▶ Activity
For the entries below, the result should be an exact transcription of the lines from the one with "For a GIS import: Describe" up to and including the one with "Annotation task. Dump", and only those.

───── Record set ─────

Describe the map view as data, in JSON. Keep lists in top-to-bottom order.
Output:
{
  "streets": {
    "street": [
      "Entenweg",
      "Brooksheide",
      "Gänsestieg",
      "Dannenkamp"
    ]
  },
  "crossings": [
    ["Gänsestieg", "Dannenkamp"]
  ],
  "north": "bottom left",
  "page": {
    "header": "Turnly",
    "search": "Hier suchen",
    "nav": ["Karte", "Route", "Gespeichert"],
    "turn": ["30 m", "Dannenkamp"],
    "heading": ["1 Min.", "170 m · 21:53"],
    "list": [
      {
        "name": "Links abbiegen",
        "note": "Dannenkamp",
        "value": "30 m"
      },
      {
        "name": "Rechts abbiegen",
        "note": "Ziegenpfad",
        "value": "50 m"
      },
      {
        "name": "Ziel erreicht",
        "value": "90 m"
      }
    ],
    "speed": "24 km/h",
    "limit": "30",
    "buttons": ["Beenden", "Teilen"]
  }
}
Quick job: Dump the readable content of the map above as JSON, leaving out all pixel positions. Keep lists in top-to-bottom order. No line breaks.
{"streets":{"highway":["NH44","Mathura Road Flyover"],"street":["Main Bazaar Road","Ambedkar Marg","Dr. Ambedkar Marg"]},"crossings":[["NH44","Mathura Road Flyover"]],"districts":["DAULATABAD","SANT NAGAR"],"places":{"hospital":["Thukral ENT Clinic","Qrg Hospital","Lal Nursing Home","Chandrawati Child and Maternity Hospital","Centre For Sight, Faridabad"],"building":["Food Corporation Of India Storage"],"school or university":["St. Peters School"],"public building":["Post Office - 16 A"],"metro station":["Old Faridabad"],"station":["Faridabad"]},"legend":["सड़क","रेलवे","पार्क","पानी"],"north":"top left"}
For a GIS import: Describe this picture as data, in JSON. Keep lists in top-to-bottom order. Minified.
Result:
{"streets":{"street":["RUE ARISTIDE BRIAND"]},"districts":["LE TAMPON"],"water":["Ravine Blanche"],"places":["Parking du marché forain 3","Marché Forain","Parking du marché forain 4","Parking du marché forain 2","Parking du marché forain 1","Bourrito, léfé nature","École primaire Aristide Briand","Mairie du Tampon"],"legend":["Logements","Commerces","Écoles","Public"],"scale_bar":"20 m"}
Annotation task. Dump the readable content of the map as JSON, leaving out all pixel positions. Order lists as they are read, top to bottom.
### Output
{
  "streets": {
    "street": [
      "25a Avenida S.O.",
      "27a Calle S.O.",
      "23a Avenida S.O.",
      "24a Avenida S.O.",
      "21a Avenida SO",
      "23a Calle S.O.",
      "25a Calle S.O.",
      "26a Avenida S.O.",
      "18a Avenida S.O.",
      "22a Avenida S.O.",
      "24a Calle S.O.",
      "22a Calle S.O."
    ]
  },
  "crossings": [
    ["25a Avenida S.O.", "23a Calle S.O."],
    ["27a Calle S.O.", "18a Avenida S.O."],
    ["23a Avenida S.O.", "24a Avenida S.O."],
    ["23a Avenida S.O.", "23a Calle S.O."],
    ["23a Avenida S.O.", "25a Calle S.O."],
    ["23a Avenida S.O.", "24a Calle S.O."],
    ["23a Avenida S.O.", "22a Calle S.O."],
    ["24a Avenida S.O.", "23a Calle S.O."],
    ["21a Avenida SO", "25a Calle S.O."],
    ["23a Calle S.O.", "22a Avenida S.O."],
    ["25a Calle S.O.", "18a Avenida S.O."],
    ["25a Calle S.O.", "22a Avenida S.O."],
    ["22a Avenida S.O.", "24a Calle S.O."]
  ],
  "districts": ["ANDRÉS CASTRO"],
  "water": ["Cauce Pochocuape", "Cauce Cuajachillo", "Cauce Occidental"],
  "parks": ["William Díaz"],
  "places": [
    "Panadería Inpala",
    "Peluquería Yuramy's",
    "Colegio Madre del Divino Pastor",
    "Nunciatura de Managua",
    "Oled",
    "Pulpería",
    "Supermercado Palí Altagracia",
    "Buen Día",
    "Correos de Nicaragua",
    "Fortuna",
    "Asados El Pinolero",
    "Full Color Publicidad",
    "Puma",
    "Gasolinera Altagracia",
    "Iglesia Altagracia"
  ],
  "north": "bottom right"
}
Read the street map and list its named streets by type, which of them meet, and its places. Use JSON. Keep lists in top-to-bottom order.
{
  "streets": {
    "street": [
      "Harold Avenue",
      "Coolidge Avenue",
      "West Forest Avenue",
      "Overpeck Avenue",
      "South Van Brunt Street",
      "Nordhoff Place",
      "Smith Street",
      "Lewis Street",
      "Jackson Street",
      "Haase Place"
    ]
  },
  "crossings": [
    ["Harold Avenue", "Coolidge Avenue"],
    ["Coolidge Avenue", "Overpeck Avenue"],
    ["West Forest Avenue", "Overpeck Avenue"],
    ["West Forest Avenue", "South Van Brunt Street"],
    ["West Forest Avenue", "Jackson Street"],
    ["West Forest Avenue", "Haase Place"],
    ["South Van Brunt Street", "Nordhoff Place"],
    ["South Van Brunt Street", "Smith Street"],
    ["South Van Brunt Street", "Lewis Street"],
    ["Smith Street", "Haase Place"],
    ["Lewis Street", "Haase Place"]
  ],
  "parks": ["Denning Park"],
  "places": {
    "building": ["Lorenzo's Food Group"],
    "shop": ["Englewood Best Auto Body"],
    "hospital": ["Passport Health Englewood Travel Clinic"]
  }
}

─────

▶ Solution to the exercise
For a GIS import: Describe this picture as data, in JSON. Keep lists in top-to-bottom order. Minified.
Result:
{"streets":{"street":["RUE ARISTIDE BRIAND"]},"districts":["LE TAMPON"],"water":["Ravine Blanche"],"places":["Parking du marché forain 3","Marché Forain","Parking du marché forain 4","Parking du marché forain 2","Parking du marché forain 1","Bourrito, léfé nature","École primaire Aristide Briand","Mairie du Tampon"],"legend":["Logements","Commerces","Écoles","Public"],"scale_bar":"20 m"}
Annotation task. Dump the readable content of the map as JSON, leaving out all pixel positions. Order lists as they are read, top to bottom.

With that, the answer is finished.